Conventionally, in a nonaqueous electrolyte secondary battery such as a lithium ion secondary battery, for example, a positive electrode mixture paste obtained by kneading electrode materials such as a positive electrode active material, a conductive material and a binding material (binder) together with a solvent is applied to a current collector and dried to form a positive electrode mixture layer, thereby preparing a positive electrode. In addition, a negative electrode mixture paste obtained by kneading electrode materials such as a negative electrode active material, a thickener and a binding material is applied to a current collector and dried to form a negative electrode mixture layer, thereby preparing a negative electrode.

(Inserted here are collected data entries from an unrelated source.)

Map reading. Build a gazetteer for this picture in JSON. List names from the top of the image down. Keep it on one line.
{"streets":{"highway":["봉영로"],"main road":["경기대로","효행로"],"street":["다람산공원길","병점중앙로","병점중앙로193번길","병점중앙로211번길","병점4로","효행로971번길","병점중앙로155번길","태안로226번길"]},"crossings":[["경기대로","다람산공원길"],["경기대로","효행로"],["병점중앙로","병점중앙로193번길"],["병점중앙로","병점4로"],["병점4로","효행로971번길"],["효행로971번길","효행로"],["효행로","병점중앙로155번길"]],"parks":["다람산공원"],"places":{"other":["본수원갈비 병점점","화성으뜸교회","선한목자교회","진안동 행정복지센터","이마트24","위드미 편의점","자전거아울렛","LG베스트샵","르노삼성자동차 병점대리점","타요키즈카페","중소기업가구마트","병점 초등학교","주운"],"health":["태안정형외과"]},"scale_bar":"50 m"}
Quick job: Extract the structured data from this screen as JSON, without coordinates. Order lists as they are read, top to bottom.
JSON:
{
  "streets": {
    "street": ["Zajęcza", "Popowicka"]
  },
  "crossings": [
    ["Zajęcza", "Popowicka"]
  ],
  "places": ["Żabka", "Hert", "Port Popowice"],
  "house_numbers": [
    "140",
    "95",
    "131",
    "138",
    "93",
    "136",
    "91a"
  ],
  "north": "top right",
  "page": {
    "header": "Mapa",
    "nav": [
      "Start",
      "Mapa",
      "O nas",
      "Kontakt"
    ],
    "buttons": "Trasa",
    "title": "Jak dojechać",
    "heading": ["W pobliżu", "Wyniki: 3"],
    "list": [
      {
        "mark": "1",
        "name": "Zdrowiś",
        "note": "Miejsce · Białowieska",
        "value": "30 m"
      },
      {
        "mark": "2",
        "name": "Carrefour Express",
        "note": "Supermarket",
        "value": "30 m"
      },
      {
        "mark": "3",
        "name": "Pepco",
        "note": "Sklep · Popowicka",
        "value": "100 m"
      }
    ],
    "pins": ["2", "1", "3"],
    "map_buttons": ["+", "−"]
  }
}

The positive electrode, the negative electrode and a separator interposed between the positive electrode and the negative electrode are wound to form an electrode body, and the electrode body impregnated with an electrolyte solution is housed in a case to form a nonaqueous electrolyte secondary battery.
The case is provided with a positive electrode terminal and a negative electrode terminal each protruding to the outside, and the positive electrode terminal and the negative electrode terminal are connected to the positive electrode and the negative electrode through a first collecting terminal and a second collecting terminal, respectively.
A current interrupt device is interposed between the positive electrode terminal and the first collecting terminal. If the pressure inside the case becomes higher than a predetermined value, the current interrupt device operates to interrupt electrical connection between the positive electrode terminal and the first collecting terminal, which is a current path of the nonaqueous electrolyte secondary battery.
The electrolyte solution in the nonaqueous electrolyte secondary battery contains an additive that is decomposed on the surface of the positive electrode to generate gas at the time of overcharge of the nonaqueous electrolyte secondary battery, and the gas generated by the additive increases the pressure inside the case.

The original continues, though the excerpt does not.